Gilles Poitras, Librarian’s Guide to Anime and Manga
“…the first Western book to review Studio Ghibli productions not directed by Miyazaki… contains a lot of information not available elsewhere.”
Brian Camp, Animation World Magazine
Written in 1995, when the British anime market was thriving on home video, this book has been largely superseded by The Anime Encyclopedia. Its value now is mainly historical.
It focussed on anime made for theatrical or direct-to-video release since 1985, excluding TV series – though many well-known TV titles were featured through film or video spinoffs.
This approach reflected the reality of most readers’ experience.

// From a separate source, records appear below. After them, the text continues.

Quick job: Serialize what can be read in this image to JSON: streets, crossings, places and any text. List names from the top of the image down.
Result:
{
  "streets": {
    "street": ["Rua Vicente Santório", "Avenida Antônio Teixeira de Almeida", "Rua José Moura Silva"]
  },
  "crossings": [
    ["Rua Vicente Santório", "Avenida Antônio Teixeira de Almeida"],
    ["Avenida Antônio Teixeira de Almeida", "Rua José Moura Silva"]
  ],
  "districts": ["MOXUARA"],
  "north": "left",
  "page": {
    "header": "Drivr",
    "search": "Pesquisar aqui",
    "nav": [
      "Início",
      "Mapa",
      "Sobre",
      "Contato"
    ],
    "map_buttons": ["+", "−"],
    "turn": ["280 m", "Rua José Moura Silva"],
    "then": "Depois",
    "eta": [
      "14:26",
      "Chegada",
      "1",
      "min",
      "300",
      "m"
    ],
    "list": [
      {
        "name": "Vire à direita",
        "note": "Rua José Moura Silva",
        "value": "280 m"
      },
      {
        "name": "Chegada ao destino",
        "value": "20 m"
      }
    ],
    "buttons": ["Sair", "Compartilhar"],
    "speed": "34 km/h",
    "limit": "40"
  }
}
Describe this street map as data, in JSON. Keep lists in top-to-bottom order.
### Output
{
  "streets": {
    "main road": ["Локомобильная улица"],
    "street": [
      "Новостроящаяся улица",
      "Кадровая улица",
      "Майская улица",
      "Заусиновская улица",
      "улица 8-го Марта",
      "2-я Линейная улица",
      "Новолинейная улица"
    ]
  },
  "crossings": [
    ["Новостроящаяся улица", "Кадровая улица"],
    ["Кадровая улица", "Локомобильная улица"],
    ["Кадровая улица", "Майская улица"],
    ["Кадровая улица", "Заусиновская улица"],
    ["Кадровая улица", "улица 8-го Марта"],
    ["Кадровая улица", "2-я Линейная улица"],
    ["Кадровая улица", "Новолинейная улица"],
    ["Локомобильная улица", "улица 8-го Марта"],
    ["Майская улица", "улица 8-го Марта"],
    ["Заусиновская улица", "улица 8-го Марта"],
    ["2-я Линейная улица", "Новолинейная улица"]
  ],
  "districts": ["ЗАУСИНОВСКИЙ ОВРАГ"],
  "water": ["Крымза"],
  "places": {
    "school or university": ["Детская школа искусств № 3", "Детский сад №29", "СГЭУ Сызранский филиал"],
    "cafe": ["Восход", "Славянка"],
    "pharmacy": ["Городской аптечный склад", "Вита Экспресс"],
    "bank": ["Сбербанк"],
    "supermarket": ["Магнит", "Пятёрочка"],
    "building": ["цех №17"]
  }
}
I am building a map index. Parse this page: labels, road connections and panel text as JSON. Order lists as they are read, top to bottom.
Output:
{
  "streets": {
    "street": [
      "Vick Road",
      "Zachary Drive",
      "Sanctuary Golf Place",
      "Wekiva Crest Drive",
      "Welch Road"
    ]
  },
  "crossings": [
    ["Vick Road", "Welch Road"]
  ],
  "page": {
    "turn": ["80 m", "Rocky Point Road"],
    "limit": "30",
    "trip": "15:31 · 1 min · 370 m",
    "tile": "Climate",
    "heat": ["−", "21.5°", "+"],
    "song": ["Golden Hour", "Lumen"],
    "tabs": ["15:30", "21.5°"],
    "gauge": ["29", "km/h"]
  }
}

The market of the day was focussed on short video series and movies, because they were less expensive to acquire and less risky to market than TV series. Most anime buyers in Britain had no fan contacts, and therefore limited access to illicit videotape copies of TV anime – and there was still no comprehensive listing of titles as yet untranslated into English.
One of the defining factors in the book’s success was its size. It was specifically designed to fit in an anorak pocket. The idea was to make it something you could pull from your pocket to check out titles on the shelf before buying. The Japanese word otaku, used as a slang term for a die-hard fan, was often rendered in English as “anorak”, an expression of contempt that became a recognition of insider status.
I’ve signed quite a few battered, dog-eared copies for readers who told me that they used the book exactly as intended. It always feels good to sign one of your own books, but signing those copies makes me feel really good.